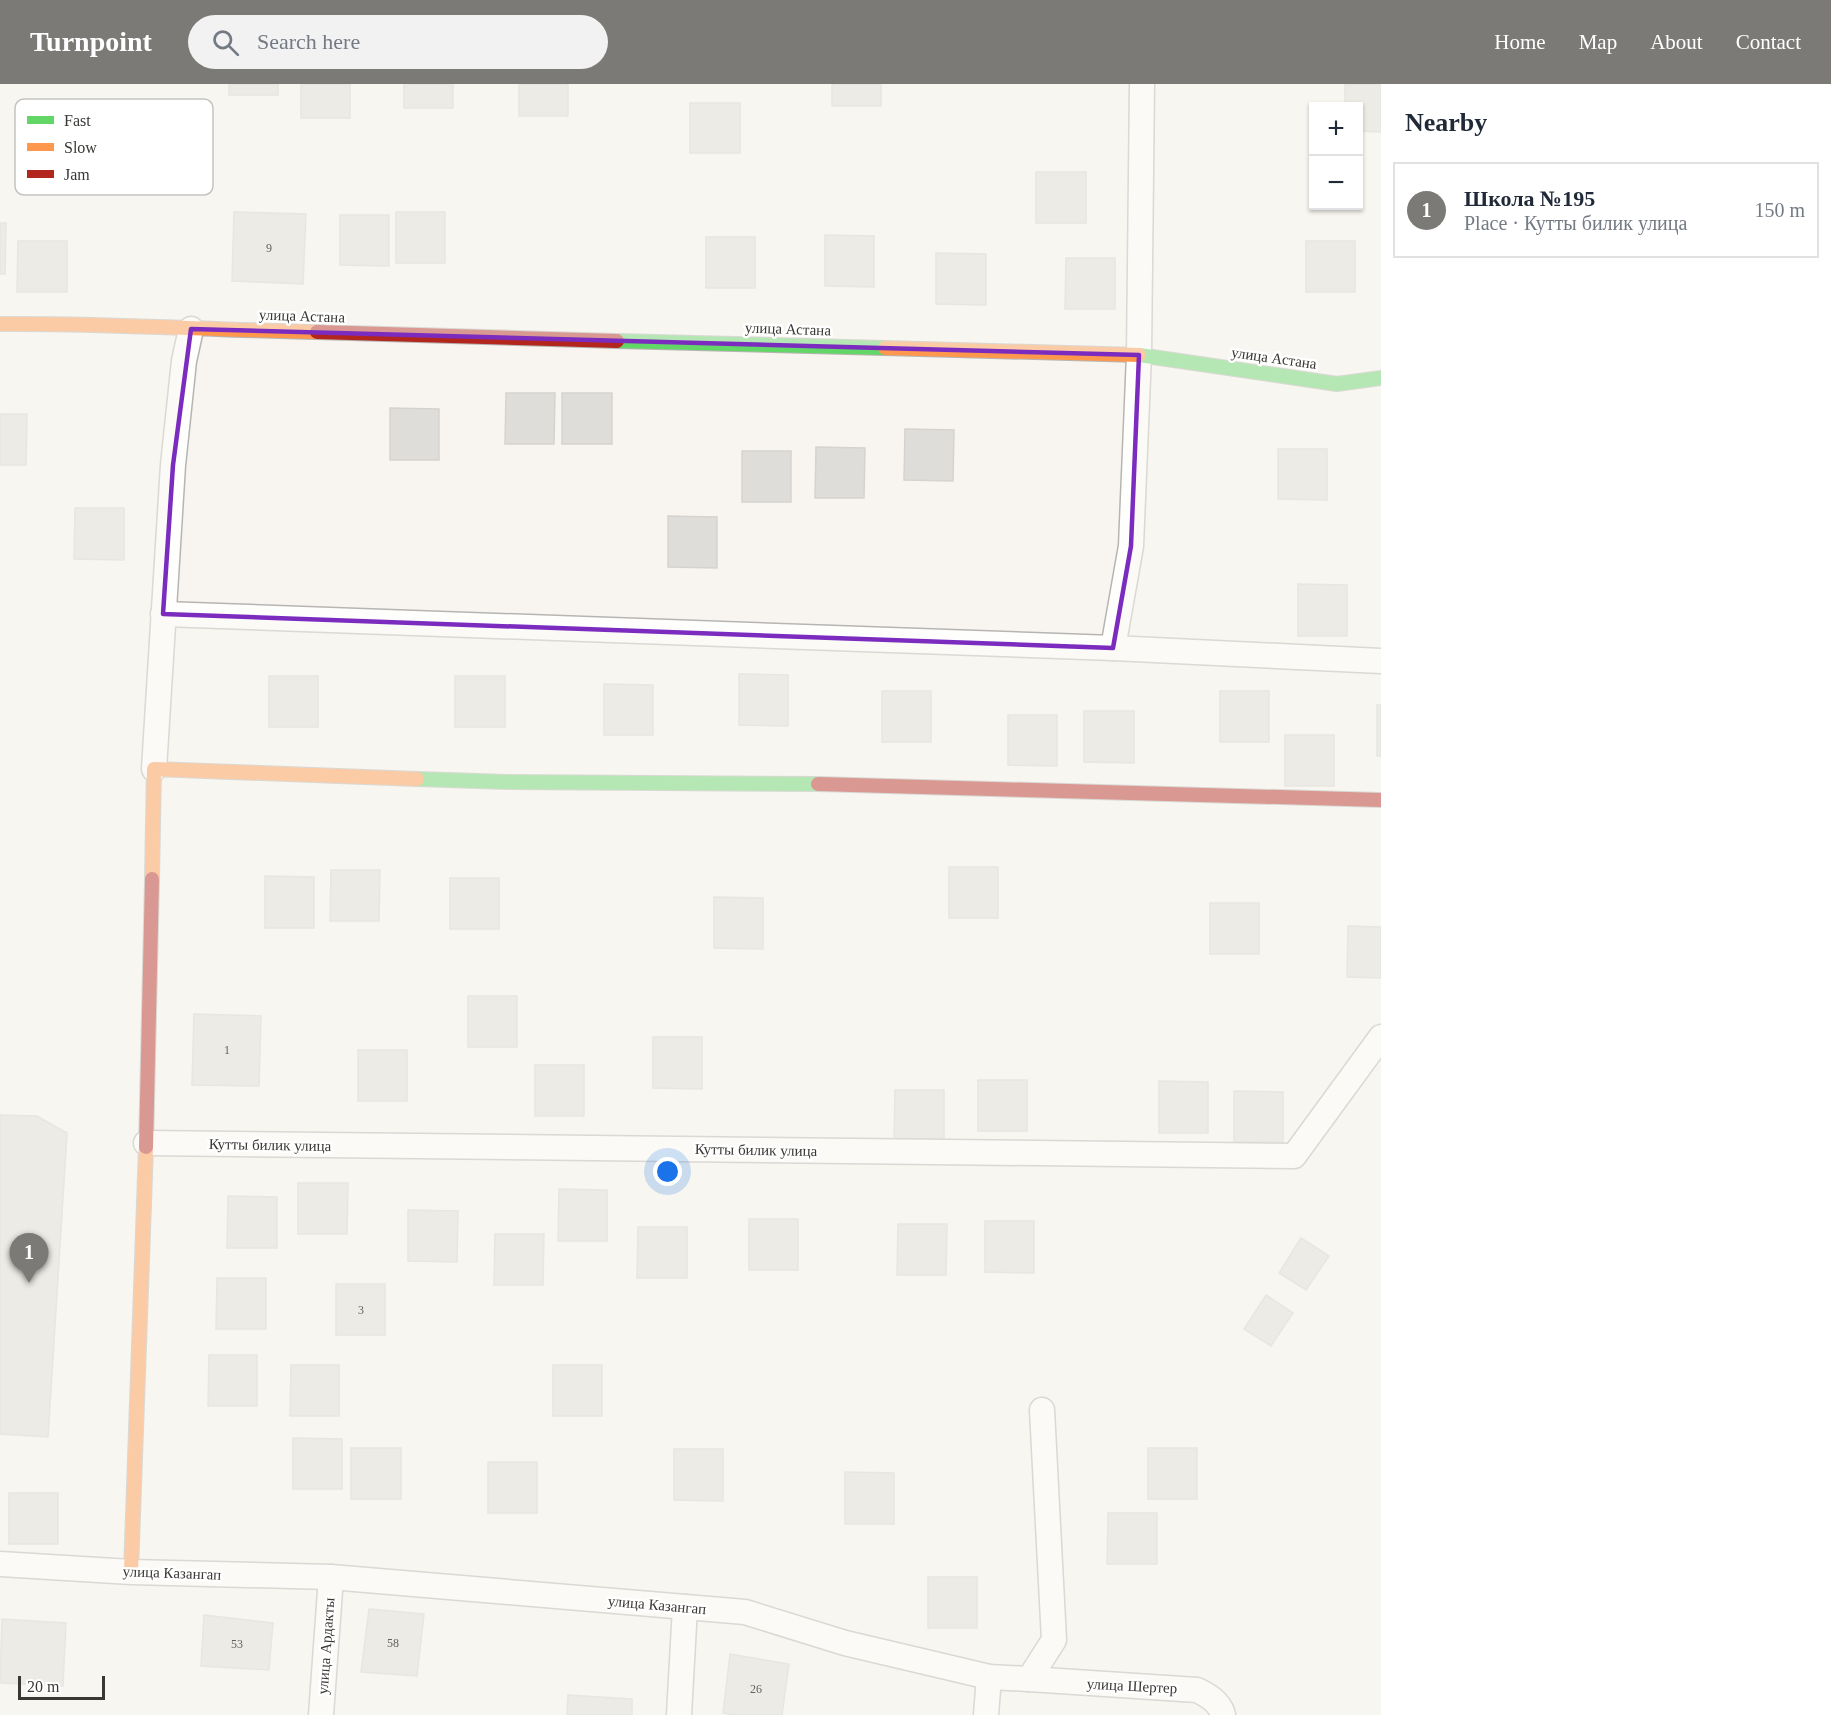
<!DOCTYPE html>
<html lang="en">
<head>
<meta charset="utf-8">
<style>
  body { margin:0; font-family:Georgia,serif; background:#f2f2f3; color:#1f2937 }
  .controls { position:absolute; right:18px; top:18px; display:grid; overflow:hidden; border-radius:0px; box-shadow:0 2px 4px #0004 }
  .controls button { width:54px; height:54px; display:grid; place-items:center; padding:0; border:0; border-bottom:2px solid #e0e1e3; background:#fff; color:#1f2937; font:30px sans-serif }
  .scale { position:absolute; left:18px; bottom:15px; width:87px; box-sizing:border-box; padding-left:6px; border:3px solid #3a3835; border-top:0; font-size:16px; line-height:21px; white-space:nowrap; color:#3a3835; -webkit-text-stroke:4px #fff; paint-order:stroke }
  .you { position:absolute; left:668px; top:1088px; width:21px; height:21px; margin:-15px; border:4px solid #fff; border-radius:50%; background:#1a73e8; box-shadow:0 0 0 9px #1a73e833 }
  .badge { display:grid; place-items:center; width:39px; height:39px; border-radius:50%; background:#7c7a77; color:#fff; font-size:20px; font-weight:700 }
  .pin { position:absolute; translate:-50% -50px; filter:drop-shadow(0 2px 3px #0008) }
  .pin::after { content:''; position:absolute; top:32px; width:21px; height:18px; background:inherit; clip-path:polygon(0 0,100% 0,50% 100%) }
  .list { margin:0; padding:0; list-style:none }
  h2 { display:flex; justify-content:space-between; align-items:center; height:78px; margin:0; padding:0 24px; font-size:26px }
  h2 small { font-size:20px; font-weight:400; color:#747a83 }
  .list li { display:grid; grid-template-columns:39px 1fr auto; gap:18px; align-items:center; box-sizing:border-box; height:96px; margin:0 12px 12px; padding:0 12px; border:2px solid #e0e1e3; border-radius:0px }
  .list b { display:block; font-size:22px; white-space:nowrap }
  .list p { margin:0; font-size:20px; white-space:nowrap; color:#747a83 }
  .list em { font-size:20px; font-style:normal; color:#747a83 }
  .icon { flex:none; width:33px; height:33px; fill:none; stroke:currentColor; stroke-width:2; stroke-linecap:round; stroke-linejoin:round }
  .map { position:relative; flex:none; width:1381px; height:1631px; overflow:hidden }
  header { display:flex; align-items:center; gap:36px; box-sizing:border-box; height:84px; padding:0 30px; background:#7c7a77; color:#fff }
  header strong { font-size:28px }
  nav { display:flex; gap:33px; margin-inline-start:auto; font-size:21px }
  .search { width:420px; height:54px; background:#f2f2f3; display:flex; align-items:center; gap:15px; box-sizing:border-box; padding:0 21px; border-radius:33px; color:#747a83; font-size:22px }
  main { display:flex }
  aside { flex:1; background:#fff }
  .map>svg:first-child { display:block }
  .building { fill:#dfddd9; stroke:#d5d3cf; stroke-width:1.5 }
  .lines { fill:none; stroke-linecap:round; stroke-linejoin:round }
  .street-casing { stroke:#b7b5b2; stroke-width:27 }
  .fast-casing { stroke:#b7b5b2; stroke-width:16 }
  .slow-casing { stroke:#b7b5b2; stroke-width:16 }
  .jam-casing { stroke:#b7b5b2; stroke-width:16 }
  .street { stroke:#fefefd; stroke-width:24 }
  .fast { stroke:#63d668; stroke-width:14 }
  .slow { stroke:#ff974d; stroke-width:14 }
  .jam { stroke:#b3261e; stroke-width:14 }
  .marked { fill:none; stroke:#7b2cbf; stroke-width:4.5; stroke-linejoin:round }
  .labels { text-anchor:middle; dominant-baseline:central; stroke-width:5; stroke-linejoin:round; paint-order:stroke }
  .number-label { font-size:12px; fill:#64625f }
  .street-label { font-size:15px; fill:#3a3835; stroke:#fff }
  .key { fill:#fff; stroke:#c4c3c2; stroke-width:1.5 }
  .key-label { font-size:16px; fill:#3a3835 }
</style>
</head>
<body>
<header>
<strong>Turnpoint</strong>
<div class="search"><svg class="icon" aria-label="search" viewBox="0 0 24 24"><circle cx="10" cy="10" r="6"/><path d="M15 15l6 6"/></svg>Search here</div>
<nav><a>Home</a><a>Map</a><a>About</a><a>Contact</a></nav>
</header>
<main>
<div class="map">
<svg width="1381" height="1631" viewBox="0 0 1381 1631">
  <rect width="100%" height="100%" fill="#f8f5f1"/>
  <!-- building -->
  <g class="building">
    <rect x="229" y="0" width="49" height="11"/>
    <rect x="301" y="0" width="49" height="34"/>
    <rect x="404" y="0" width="49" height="24"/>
    <rect x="519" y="0" width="49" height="32"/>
    <rect x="832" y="0" width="49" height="22"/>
    <polygon points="1345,0 1381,0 1381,48 1358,47 1358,22 1345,22"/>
    <rect x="690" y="19" width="50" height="50"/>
    <rect x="1036" y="88" width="50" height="51"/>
    <polygon points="234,128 306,130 303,200 232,197"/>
    <rect x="396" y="128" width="49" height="51"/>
    <polygon points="340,131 389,131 389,182 340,181"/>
    <polygon points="0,139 6,139 5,190 0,190"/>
    <polygon points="825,151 874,152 874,203 825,202"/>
    <rect x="706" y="153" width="49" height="51"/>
    <polygon points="18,157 67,157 67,208 17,208"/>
    <rect x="1306" y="157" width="49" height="51"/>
    <polygon points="936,169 986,170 986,221 936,220"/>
    <polygon points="1066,174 1115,174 1115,225 1065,225"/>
    <polygon points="506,309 555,309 554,360 505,360"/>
    <rect x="562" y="309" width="50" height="51"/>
    <polygon points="390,324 439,325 439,376 390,376"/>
    <polygon points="0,330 27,330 26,381 0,381"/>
    <polygon points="905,345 954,346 953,397 904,396"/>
    <polygon points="816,363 865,364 864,414 815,414"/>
    <polygon points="1278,365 1327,365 1327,416 1278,415"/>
    <rect x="742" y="367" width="49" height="51"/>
    <polygon points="75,424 124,424 124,476 74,475"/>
    <polygon points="668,432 717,433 717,484 668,483"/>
    <polygon points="1298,500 1347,501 1347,552 1298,552"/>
    <polygon points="739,590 788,591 788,642 739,641"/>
    <rect x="269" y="592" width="49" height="51"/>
    <rect x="455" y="592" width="50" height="51"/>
    <polygon points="604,600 653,601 653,651 604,651"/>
    <rect x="882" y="607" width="49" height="51"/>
    <rect x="1220" y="607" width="49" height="51"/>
    <rect x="1377" y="621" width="4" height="51"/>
    <polygon points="1084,627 1134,627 1134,679 1084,678"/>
    <polygon points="1008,631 1057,631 1057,682 1008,681"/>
    <rect x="1285" y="651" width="49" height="51"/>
    <rect x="949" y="783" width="49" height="51"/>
    <polygon points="331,786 380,786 379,837 330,837"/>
    <polygon points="265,792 314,793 314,844 265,844"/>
    <rect x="450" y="794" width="49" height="51"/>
    <polygon points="714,813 763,814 763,865 714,864"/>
    <rect x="1210" y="819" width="49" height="51"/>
    <polygon points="1348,842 1381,843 1381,894 1347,893"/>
    <rect x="468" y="912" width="49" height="51"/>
    <polygon points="194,930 261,932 259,1002 192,1001"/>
    <polygon points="653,953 702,953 702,1005 653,1004"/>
    <rect x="358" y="966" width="49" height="51"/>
    <rect x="535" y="981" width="49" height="51"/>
    <rect x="978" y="996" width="49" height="51"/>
    <polygon points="1159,997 1208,998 1208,1049 1159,1049"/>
    <polygon points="895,1006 944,1006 944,1057 894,1057"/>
    <polygon points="1234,1007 1283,1008 1283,1058 1234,1058"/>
    <polygon points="0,1031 37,1032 67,1049 48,1353 0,1350"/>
    <polygon points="298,1099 348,1099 347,1150 298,1150"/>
    <polygon points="559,1105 607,1106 607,1157 558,1157"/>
    <polygon points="228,1112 277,1113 277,1164 227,1164"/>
    <polygon points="408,1126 458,1127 457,1178 408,1177"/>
    <rect x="749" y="1135" width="49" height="51"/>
    <polygon points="985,1137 1034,1137 1034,1189 985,1188"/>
    <polygon points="898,1140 947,1140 946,1191 897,1191"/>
    <polygon points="638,1143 687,1143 687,1194 637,1194"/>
    <polygon points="495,1150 544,1150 543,1201 494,1201"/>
    <polygon points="1301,1154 1329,1172 1306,1206 1279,1189"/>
    <polygon points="217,1194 266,1194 266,1245 216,1245"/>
    <rect x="336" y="1200" width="49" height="51"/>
    <polygon points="1266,1211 1293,1229 1271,1262 1244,1245"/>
    <polygon points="209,1271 257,1271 257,1322 208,1322"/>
    <polygon points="291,1281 339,1281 339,1332 290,1332"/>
    <rect x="553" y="1281" width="49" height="51"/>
    <polygon points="293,1354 342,1355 342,1405 293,1405"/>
    <rect x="351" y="1364" width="50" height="51"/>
    <rect x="1148" y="1364" width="49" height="51"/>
    <polygon points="674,1365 723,1365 723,1417 674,1416"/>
    <rect x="488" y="1378" width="49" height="51"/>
    <polygon points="845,1388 894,1389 894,1440 845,1440"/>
    <rect x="9" y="1409" width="49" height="51"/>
    <polygon points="1108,1429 1157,1429 1157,1480 1107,1480"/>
    <rect x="928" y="1493" width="49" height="51"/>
    <polygon points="369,1525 424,1530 417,1592 361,1588"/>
    <polygon points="204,1531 273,1539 269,1586 201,1582"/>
    <polygon points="2,1535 66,1539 63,1602 0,1599"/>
    <polygon points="730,1570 789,1580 782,1631 737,1631 723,1629"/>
    <polygon points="568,1611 632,1615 632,1631 567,1631"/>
  </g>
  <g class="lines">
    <!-- street casing -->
    <g class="street-casing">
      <g id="street">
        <polyline points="163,530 1113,564 1381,577"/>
        <polyline points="1113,564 1131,462 1139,271 1142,0"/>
        <polyline points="154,685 173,381 184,277 191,245"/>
        <polyline points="146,1059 1294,1072 1381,953"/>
        <polyline points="0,1480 131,1488 331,1493 745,1528 845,1559 989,1593 1029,1595 1054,1556 1042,1326"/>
        <path d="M1029 1595 1197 1606C1208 1611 1220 1618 1223 1631"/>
        <polyline points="321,1631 331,1493"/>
        <polyline points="679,1631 685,1523"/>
        <polyline points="986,1631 989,1593"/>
      </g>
    </g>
    <!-- fast casing -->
    <g class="fast-casing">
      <g id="fast">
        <polyline points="617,257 885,264"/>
        <polyline points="1139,271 1337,300 1381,294"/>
        <polyline points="417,695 507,698 818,700"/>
      </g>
    </g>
    <!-- slow casing -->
    <g class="slow-casing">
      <g id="slow">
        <path d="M0 240C106 239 211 246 317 248"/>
        <polyline points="885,264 1139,271"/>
        <polyline points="152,795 154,685 417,695"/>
        <polyline points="131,1488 146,1063"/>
      </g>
    </g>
    <!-- jam casing -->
    <g class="jam-casing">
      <g id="jam">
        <polyline points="317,248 617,257"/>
        <polyline points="818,700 1381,716"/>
        <polyline points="146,1063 152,795"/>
      </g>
    </g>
    <!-- street -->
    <use href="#street" class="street"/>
    <!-- fast -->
    <use href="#fast" class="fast"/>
    <!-- slow -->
    <use href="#slow" class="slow"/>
    <!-- jam -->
    <use href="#jam" class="jam"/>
  </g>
  <!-- marked area -->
  <path d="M0 0H1381V1631H0ZM191 245 1139 271 1131 462 1113 564 163 530 173 381Z" fill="#f8f5f1" fill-opacity=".55" fill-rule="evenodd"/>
  <path class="marked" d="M191 245 1139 271 1131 462 1113 564 163 530 173 381Z"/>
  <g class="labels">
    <!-- number labels -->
    <g class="number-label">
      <text x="269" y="164">9</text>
      <text x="227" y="966">1</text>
      <text x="361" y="1226">3</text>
      <text x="393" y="1559">58</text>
      <text x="237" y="1560">53</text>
      <text x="756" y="1605">26</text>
    </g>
    <!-- street labels -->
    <g class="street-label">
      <text transform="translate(302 232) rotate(2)">улица Астана</text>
      <text transform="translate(788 245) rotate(2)">улица Астана</text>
      <text transform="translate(1274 274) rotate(8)">улица Астана</text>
      <text transform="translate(270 1061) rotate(1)">Кутты билик улица</text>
      <text transform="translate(756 1066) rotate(1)">Кутты билик улица</text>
      <text transform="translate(172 1489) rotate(2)">улица Казангап</text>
      <text transform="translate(657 1521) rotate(5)">улица Казангап</text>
      <text transform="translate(326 1562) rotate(-86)">улица Ардакты</text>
      <text transform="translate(1132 1602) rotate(3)">улица Шертер</text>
    </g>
  </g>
  <!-- legend -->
  <rect x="15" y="15" width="198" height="96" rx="9" class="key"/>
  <rect x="27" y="32" width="27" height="8" fill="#63d668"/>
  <rect x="27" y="59" width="27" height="8" fill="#ff974d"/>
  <rect x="27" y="86" width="27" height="8" fill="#b3261e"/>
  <g class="key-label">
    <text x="64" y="42">Fast</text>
    <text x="64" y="69">Slow</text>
    <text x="64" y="96">Jam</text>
  </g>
</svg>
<div class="controls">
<button>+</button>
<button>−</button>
</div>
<div class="scale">20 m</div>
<div class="you"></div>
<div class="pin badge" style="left:29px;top:1199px">1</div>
</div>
<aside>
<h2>Nearby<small></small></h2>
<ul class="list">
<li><span class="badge">1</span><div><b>Школа №195</b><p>Place · Кутты билик улица</p></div><em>150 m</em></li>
</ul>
</aside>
</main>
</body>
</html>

::::

PROBLEM TO SOLVE: Exact copies of the line containing "<button>−</button>" and of every line after it through the end of the entries are all that should be output.

OUTPUT:
<button>−</button>
</div>
<div class="scale">20 m</div>
<div class="you"></div>
<div class="pin badge" style="left:29px;top:1199px">1</div>
</div>
<aside>
<h2>Nearby<small></small></h2>
<ul class="list">
<li><span class="badge">1</span><div><b>Школа №195</b><p>Place · Кутты билик улица</p></div><em>150 m</em></li>
</ul>
</aside>
</main>
</body>
</html>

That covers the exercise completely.